_SOURCE MATERIAL_.

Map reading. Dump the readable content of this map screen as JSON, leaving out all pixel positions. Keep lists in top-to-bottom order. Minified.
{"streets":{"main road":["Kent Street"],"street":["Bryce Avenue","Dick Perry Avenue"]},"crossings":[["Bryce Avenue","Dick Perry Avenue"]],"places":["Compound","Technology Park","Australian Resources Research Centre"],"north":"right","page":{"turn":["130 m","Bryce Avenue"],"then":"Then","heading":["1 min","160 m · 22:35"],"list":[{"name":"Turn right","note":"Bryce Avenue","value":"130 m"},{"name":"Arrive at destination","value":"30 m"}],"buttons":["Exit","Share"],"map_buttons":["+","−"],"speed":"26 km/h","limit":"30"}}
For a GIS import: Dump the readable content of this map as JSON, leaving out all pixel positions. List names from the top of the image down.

--

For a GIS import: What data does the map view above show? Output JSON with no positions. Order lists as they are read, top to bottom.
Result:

* * *

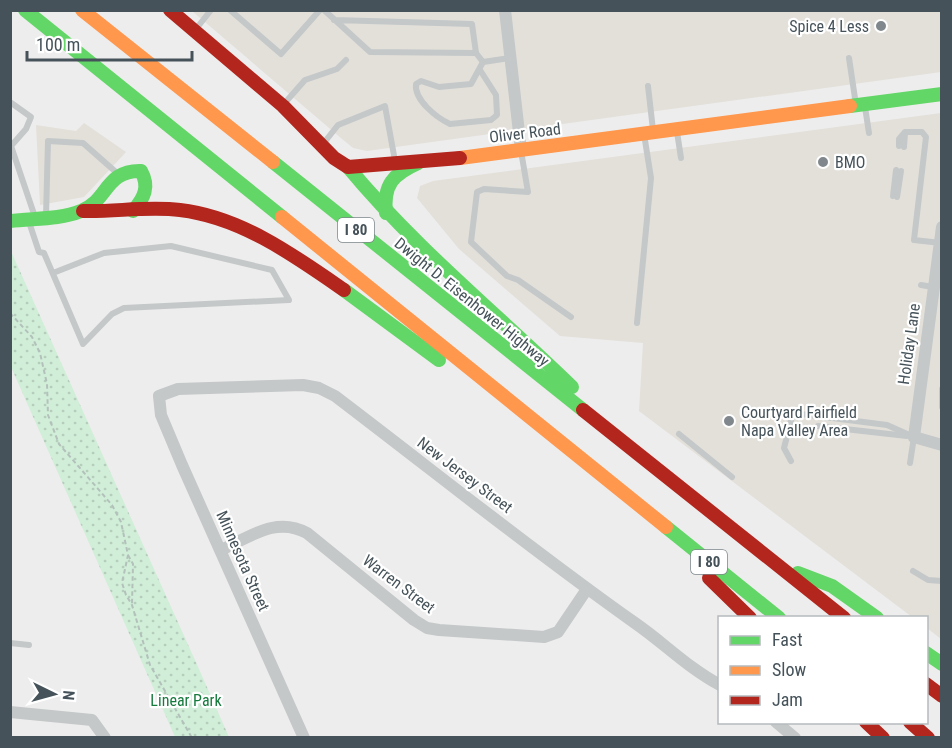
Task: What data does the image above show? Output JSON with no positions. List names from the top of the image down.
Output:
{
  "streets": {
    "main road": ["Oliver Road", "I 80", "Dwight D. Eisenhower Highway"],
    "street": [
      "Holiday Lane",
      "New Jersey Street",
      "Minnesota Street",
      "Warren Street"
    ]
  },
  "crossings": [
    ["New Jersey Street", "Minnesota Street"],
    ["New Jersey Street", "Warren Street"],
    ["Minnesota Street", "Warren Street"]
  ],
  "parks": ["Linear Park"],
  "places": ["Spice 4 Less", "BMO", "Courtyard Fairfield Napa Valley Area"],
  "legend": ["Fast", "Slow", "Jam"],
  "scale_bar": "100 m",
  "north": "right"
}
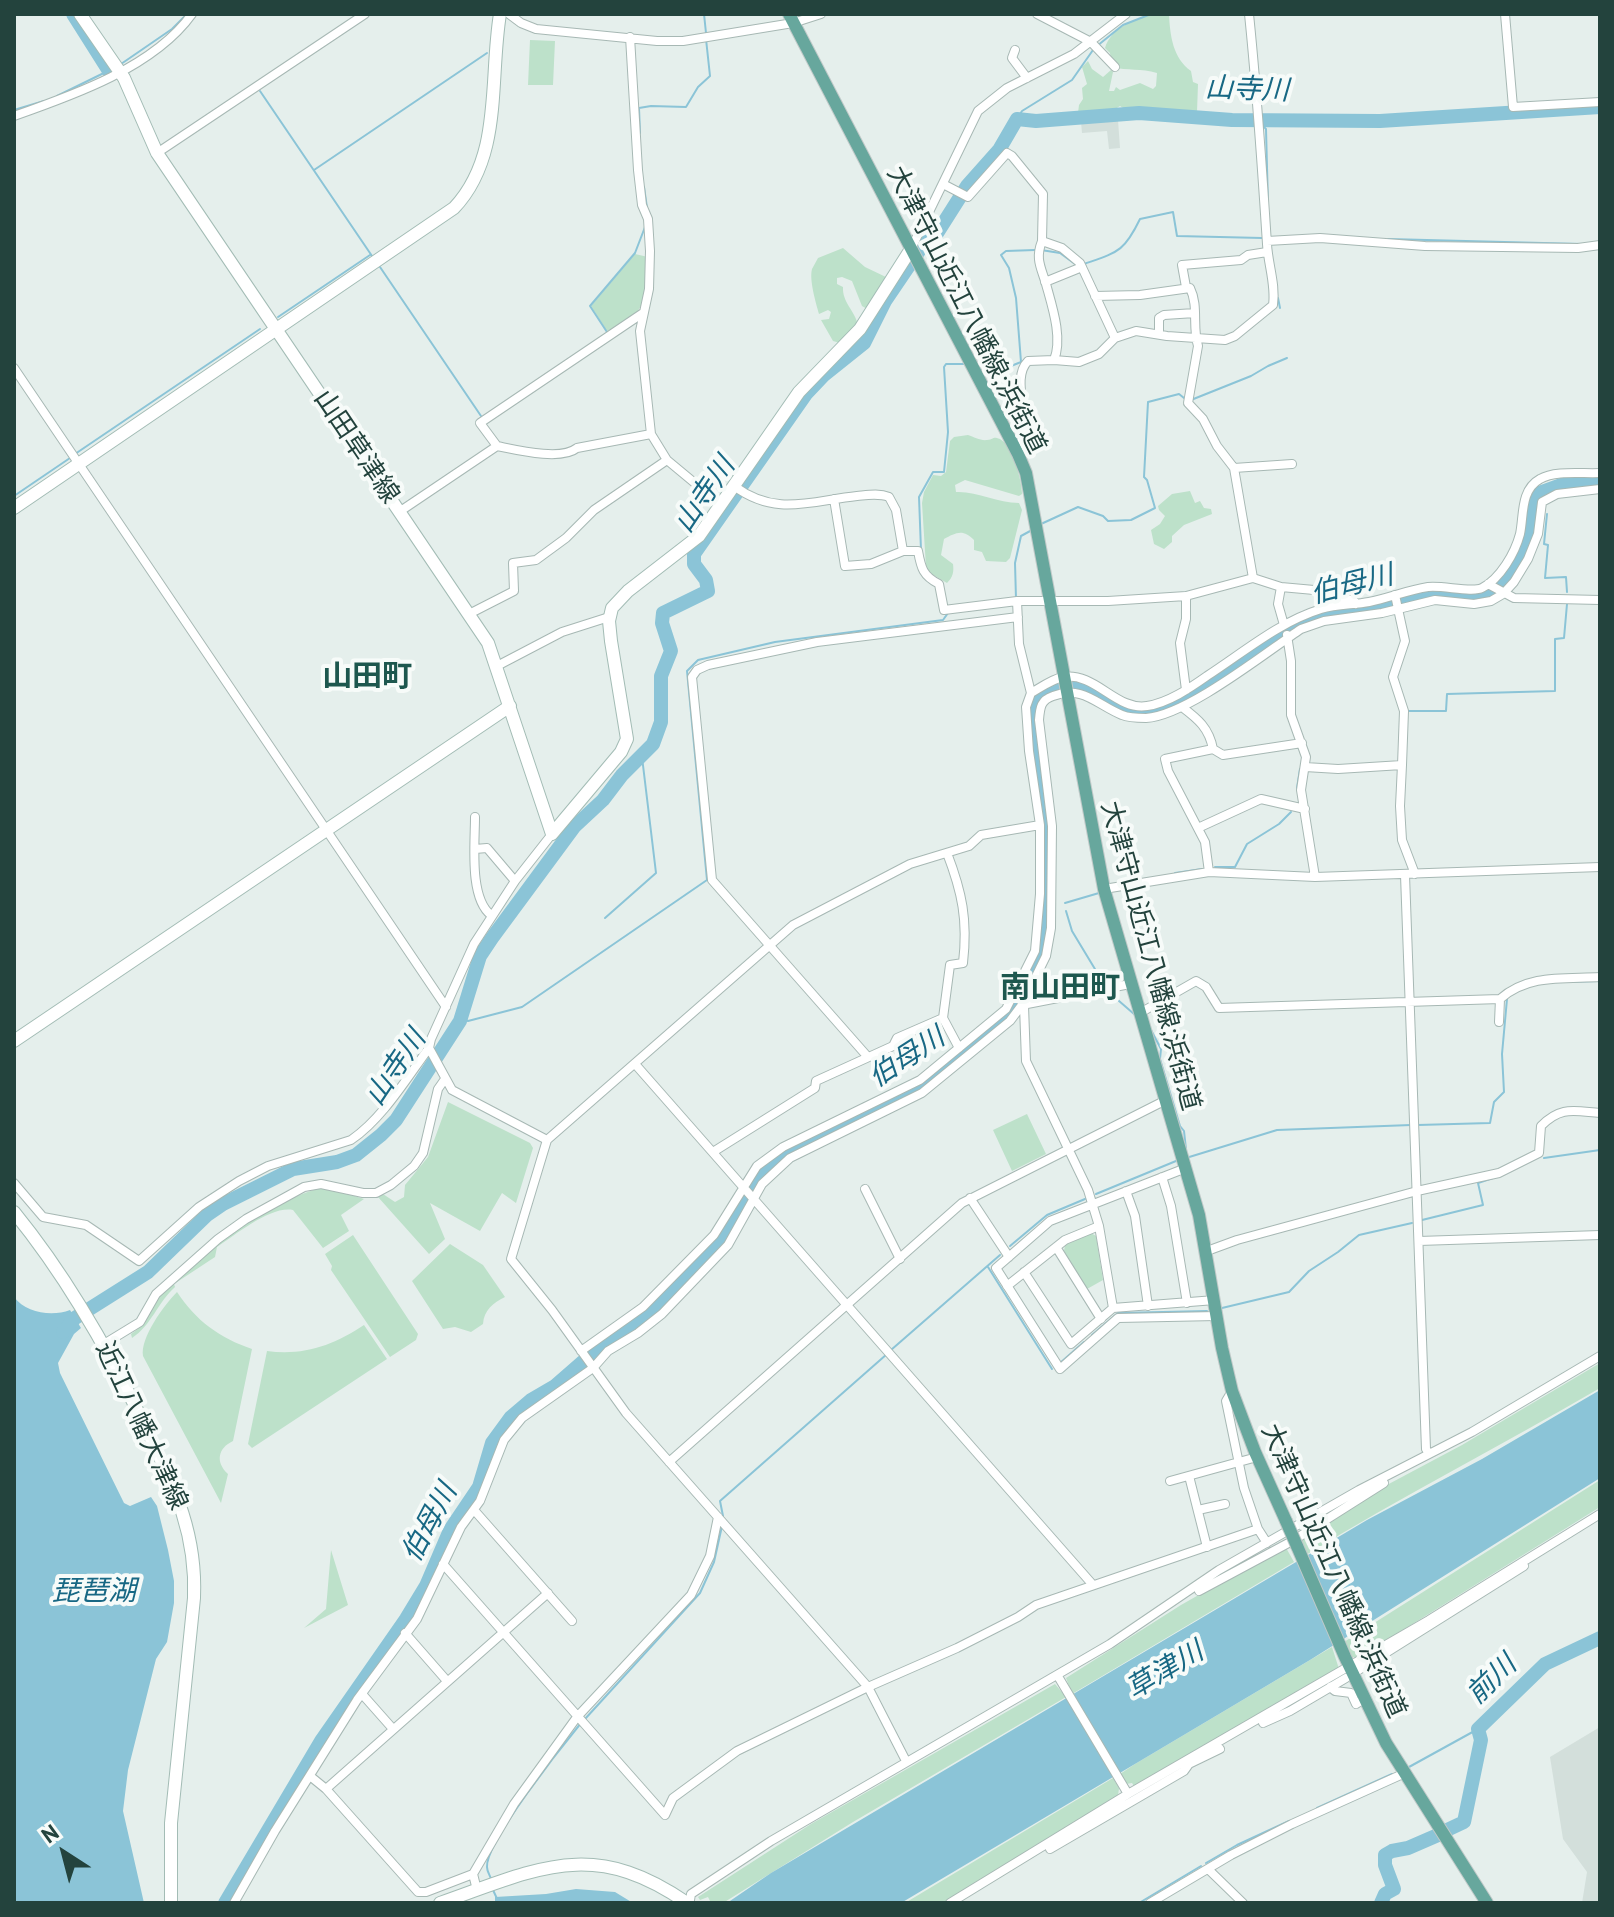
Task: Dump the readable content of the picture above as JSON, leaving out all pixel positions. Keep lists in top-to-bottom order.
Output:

_TASK DIRECTIONS_. What is the number of lines in the data above that include the word "does"? Answer with that number only.

_TASK ANSWER_. 2